1

Please help me to convert the row values into column.  My input file.dat is:

First two fields are alpha string and numbers respectively and input will always have same number of fields i.e., 6.

INPUT

A|1|DLT|07:30|10:30|34
A|1|STG|07:30|10:30|NA
A|1|MAIN|06:30|10:30|NA
A|2|STG|07:30|10:30|NA
A|2|UNLD|04:30|10:30|90
B|1|DLT|03:30|10:30|34
B|1|STG|07:30|09:30|NA
B|1|MAIN|07:25|10:30|NA
B|1|UNLD|05:30|12:30|8

There is a change in the output. Output fields have 18 fields for all the rows and each row will have 1st two fields of input file followed with 3rd,...,18th fields in below order in which blank fields are missing rows in input file and order of records are DLT,STG,MAIN,UNLD following with corresponding records.

OUTPUT

A|1|DLT|07:30|10:30|34|STG|07:30|10:30|NA|MAIN|06:30|10:30|NA|||| 
A|2|||||STG|07:30|10:30|NA|||||UNLD|04:30|10:30|90
B|1|DLT|03:30|10:30|34|STG|07:30|09:30|NA|MAIN|07:25|10:30|NA|UNLD|05:30|12:30|8
  • UNLD is missing for A|1
  • DLT and MAIN are missing for A|2
  • none of the records are missing

Similarly if any of the records corresponding to 3rd field of input file are missing then it has to be replaced with blank values so that output fields will have 18 fields.
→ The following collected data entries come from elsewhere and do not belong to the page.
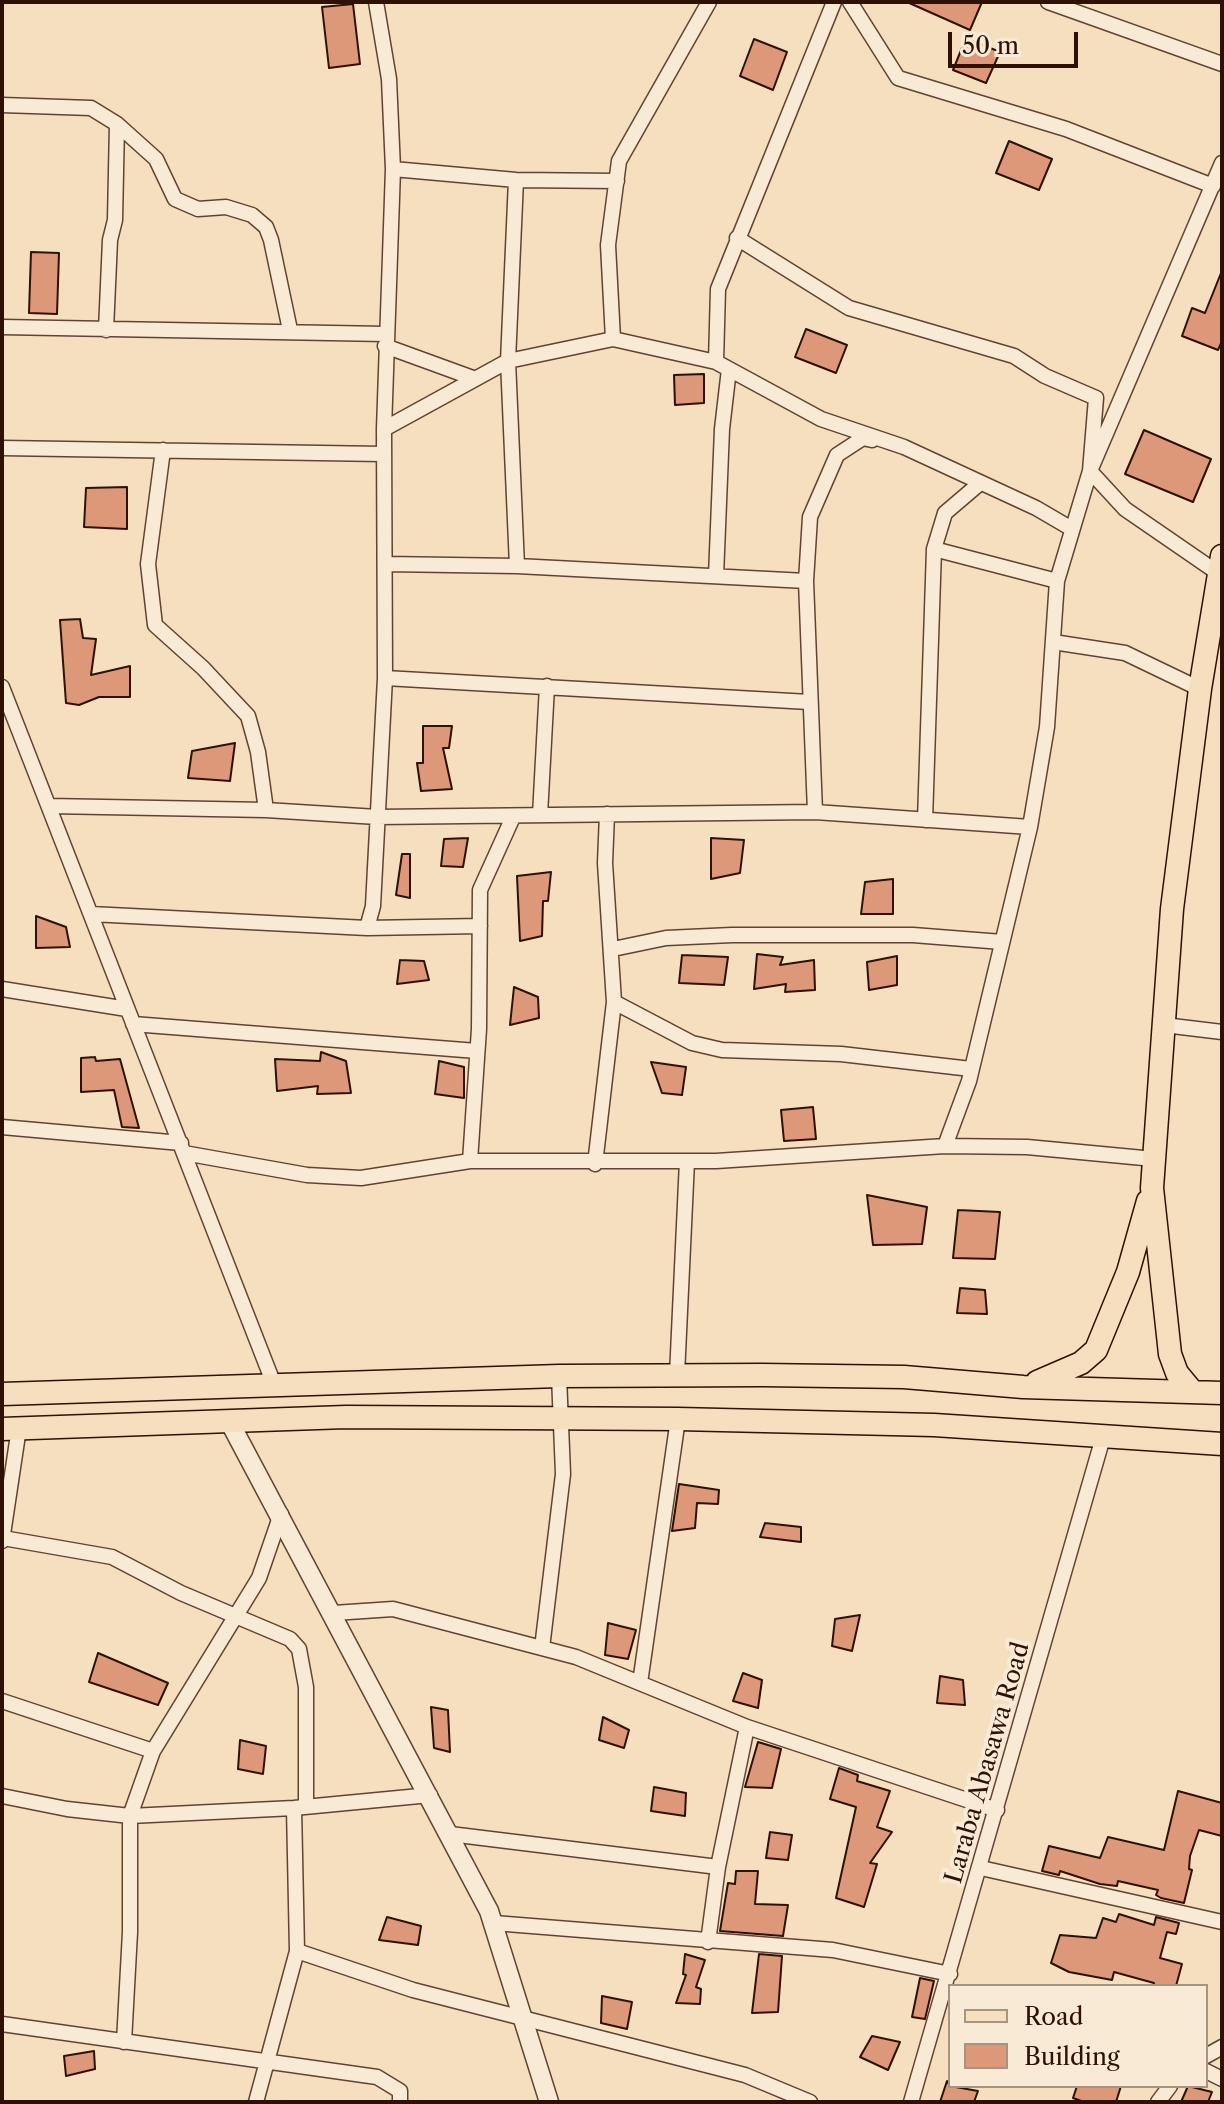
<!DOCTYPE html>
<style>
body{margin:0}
#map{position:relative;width:1224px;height:2104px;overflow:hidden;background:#f5dfbe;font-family:"Libre Caslon Text",serif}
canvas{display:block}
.frame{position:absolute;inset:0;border:4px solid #2e1104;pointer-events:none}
.legend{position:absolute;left:948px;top:1984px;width:260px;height:104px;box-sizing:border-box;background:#f8ead5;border:2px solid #a79381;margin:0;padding:10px 14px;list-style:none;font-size:24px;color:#2e1104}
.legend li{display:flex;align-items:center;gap:16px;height:40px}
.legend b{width:40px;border:2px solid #a79381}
.scale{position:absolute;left:948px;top:32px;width:130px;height:36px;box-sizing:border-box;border:4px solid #2e1104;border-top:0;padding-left:10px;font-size:24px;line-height:28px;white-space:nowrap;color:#2e1104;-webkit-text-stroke:6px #f8ead5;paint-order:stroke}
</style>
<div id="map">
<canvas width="1224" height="2104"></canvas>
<div class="frame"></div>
<ul class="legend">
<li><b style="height:10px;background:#f5dfbe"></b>Road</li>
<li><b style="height:22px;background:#dd9879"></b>Building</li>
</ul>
<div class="scale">50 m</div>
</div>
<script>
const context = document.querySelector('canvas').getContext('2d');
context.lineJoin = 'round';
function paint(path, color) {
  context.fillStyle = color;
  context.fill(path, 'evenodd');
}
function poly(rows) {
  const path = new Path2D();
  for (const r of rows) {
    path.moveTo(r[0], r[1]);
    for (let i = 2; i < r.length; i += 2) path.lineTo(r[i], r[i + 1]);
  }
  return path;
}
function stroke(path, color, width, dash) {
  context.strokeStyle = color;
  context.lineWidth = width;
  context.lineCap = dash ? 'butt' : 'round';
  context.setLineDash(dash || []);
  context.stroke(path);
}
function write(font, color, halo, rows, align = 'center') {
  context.font = font + ' "Libre Caslon Text",serif';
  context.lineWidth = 8;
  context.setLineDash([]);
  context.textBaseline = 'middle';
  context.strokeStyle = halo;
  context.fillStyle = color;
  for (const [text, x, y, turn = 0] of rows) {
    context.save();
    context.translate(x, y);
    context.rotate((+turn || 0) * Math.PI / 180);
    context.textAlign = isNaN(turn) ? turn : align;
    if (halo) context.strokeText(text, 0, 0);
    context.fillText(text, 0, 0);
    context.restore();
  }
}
const building = poly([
 [907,2,982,2,970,30,907,2],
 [353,4,360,64,329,68,322,7,353,4],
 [966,38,1000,52,986,83,953,70,966,38],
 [754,39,787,52,773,90,740,76,754,39],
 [1009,141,1052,159,1039,190,996,173,1009,141],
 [31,252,59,253,57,314,29,313,31,252],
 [1221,273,1222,341,1218,350,1182,336,1192,308,1205,313,1221,273],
 [806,329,847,345,836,373,795,357,806,329],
 [704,374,704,403,675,405,674,375,704,374],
 [1144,430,1211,459,1193,502,1125,474,1144,430],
 [127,487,127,529,84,527,86,488,127,487],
 [80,619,83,638,96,639,91,675,130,666,130,697,99,697,79,705,66,703,60,620,80,619],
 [423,726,452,726,449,748,443,748,452,789,421,791,417,763,423,763,423,726],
 [235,743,230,781,188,778,192,751,235,743],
 [468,838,463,867,441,866,444,839,468,838],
 [711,838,744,840,740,873,711,879,711,838],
 [402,854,410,854,410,898,396,895,402,854],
 [551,872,548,901,543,901,542,936,520,941,517,876,551,872],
 [893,879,893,914,861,914,865,882,893,879],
 [36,916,66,927,70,947,36,948,36,916],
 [757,954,783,957,780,965,814,960,815,990,785,992,786,984,754,989,757,954],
 [682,955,728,957,724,985,679,983,682,955],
 [897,956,897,985,869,990,867,962,897,956],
 [400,960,424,961,429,980,397,984,400,960],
 [514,987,538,997,539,1018,510,1025,514,987],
 [321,1052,346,1061,351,1093,317,1094,318,1086,277,1091,275,1059,320,1061,321,1052],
 [95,1057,96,1061,120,1059,139,1128,122,1127,114,1090,81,1092,81,1058,95,1057],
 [439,1061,464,1067,464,1098,435,1094,439,1061],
 [651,1062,686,1067,682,1095,662,1093,651,1062],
 [813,1107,816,1139,784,1141,781,1110,813,1107],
 [867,1195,927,1207,922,1244,873,1245,867,1195],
 [958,1210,1000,1212,995,1259,953,1258,958,1210],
 [960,1288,985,1290,987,1314,957,1313,960,1288],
 [679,1484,719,1490,718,1504,697,1503,695,1528,672,1531,679,1484],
 [765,1523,801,1527,801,1542,760,1537,765,1523],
 [860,1615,852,1651,832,1646,835,1619,860,1615],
 [608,1623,636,1630,628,1659,605,1655,608,1623],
 [98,1653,168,1683,158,1705,89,1682,98,1653],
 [743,1673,762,1680,758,1708,733,1701,743,1673],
 [940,1676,963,1680,965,1705,937,1703,940,1676],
 [431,1707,448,1710,450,1752,434,1748,431,1707],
 [603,1717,629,1730,624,1748,599,1740,603,1717],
 [240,1740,266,1746,263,1774,238,1769,240,1740],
 [758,1742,781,1749,772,1788,745,1787,758,1742],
 [839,1768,858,1775,857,1781,890,1791,877,1827,892,1832,870,1863,877,1864,864,1907,836,1898,856,1807,830,1799,839,1768],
 [654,1787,686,1793,685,1816,651,1811,654,1787],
 [1178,1791,1222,1803,1222,1836,1199,1830,1190,1856,1189,1869,1192,1870,1184,1903,1161,1898,1156,1895,1158,1890,1118,1881,1117,1886,1100,1884,1060,1871,1059,1875,1042,1871,1049,1846,1100,1858,1108,1837,1164,1850,1178,1791],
 [770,1832,792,1835,788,1860,766,1858,770,1832],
 [736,1871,758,1871,755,1904,788,1905,783,1936,720,1931,728,1883,735,1884,736,1871],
 [1119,1914,1154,1925,1156,1917,1179,1923,1176,1934,1167,1932,1160,1958,1182,1964,1176,1986,1153,1986,1154,1983,1114,1972,1112,1980,1069,1972,1051,1963,1060,1935,1096,1938,1103,1918,1116,1922,1119,1914],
 [387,1917,421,1926,418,1945,379,1940,387,1917],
 [685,1954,705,1960,696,1987,701,1989,700,2004,676,2003,686,1975,683,1974,685,1954],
 [759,1954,782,1956,778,2012,752,2013,759,1954],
 [920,1978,934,1981,925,2019,912,2017,920,1978],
 [602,1996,632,2002,627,2029,601,2023,602,1996],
 [872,2036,900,2042,888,2070,860,2057,872,2036],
 [94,2051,95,2069,66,2076,64,2056,94,2051],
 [947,2081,950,2086,978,2091,974,2102,940,2102,947,2081],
 [1077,2086,1121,2086,1116,2102,1084,2102,1073,2098,1077,2086],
 [1188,2086,1212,2092,1208,2102,1181,2102,1188,2086]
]);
paint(building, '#dd9879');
stroke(building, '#2e1104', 2);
const minor = poly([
 [709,2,619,161,608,245,613,339,716,362,821,419,904,447,1036,508,1072,529],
 [850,2,898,78,1066,129,1213,186],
 [1048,2,1222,64],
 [2,105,91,108,117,124,156,159,175,199,198,209,226,207,252,215,266,227,271,240,290,330],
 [393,169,516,180,617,181],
 [516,180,508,361,517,566],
 [737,238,849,308,1014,356,1045,376,1096,398,1090,471,1125,509,1218,573],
 [2,327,385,334],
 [106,330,110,240,115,220,117,124],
 [385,346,473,378],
 [716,362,718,289,834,2],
 [384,429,508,361,613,339],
 [2,448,383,454],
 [163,450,148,564,155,625,203,668,248,716,258,752,266,810],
 [934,549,1057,581],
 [386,564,517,566,806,581],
 [716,576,722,429,729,369],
 [1053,642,1125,653,1200,689],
 [385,678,809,702],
 [2,687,275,1387],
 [49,806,266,810,377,817,815,812,1030,827],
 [815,812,806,581,810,517,837,455,863,438,872,440],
 [540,815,547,686],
 [925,820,934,549,945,513,979,484],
 [91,914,367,928,480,926],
 [367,928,373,906,385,678,384,429,393,169,389,79,376,2],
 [613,949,666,938,732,935,913,935,1002,942],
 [2,989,127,1009],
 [614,1002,692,1043,722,1050,841,1054,971,1069],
 [133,1024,477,1051],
 [1164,1025,1222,1032],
 [2,1127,181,1143],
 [945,1146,969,1081,1030,827,1047,727,1057,581,1090,471,1222,163],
 [184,1153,307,1175,361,1178,470,1161,716,1161,945,1146,1027,1147,1154,1159],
 [470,1161,479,1029,480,890,513,817],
 [595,1164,614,1002,605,863,607,814],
 [677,1375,687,1161],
 [3,1538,112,1557,181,1593,290,1639,299,1649,306,1687,306,1807],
 [2,1541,19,1428],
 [334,1613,393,1609,576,1657,747,1727,997,1810],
 [542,1648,563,1474,559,1376],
 [640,1683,678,1419],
 [2,1701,153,1751],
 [2,1796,67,1809,130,1816,294,1808,430,1795],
 [450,1834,718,1867],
 [981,1868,1222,1922],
 [494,1923,833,1950,950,1974],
 [708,1942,718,1867,747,1727],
 [297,1951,413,1990,745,2075,810,2102],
 [2,2024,377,2077,400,2091,400,2102],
 [124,2042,130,1932,130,1816,153,1751,259,1578,281,1514],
 [1206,2056,1222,2047],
 [1206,2071,1222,2079],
 [256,2102,297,1951,294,1808],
 [911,2102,1104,1434],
 [1158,2102,1170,2086]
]);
const tertiary = poly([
 [229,1421,489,1911,549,2102]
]);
const primary = poly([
 [1037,1382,1081,1363,1096,1350,1128,1272,1148,1201],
 [1191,1390,1177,1373,1170,1354,1152,1188,1172,909,1200,689,1222,556],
 [2,1394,559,1376,762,1375,904,1377,1023,1387,1222,1393],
 [2,1429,346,1417,678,1419,934,1425,1222,1444]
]);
stroke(minor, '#604432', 17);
stroke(tertiary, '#604432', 21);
stroke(primary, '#2e1104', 25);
stroke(minor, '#f8ead5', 14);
stroke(tertiary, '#f8ead5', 18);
stroke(primary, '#f5dfbe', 22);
write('24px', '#2e1104', '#f8ead5', [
 ["Laraba Abasawa Road",988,1763,-74]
]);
</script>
  • Hi Valentin, i want to convert the data mentioned as input file to output file format – Yuva Raj Nov 16 '16 at 09:33
  • Do you guarantee that the input will be sorted?  What general statement can you make about the first two fields? (For example, always one letter and one digit? or an alpha string and a number?)  Will there always be exactly six fields on each line?  Do you want your output data lines separated by blank lines (as the question currently shows)? Please do not respond in comments; [edit] your question to make it clearer and more complete. – G-Man Says 'Reinstate Monica' Nov 17 '16 at 01:30
  • I have edited my answer according to your new output requirements. – Valentin B. Nov 18 '16 at 16:22

3 Answers3

2

My awk proposition:

awk -F'|' '{ if (a[$1$2] == "") {
               a[$1$2] = $0
             } 
             else {
               a[$1$2] = a[$1$2]","$3"|"$4"|"$5"|"$6
             }
           }
           END {
             for (key in a) {
               print a[key]
             }
           }' <input.txt | sort

Explanation

The -F'|' option defines the field separator (what awk uses to parse fields within a line) as character '|', since this is how your file is formatted.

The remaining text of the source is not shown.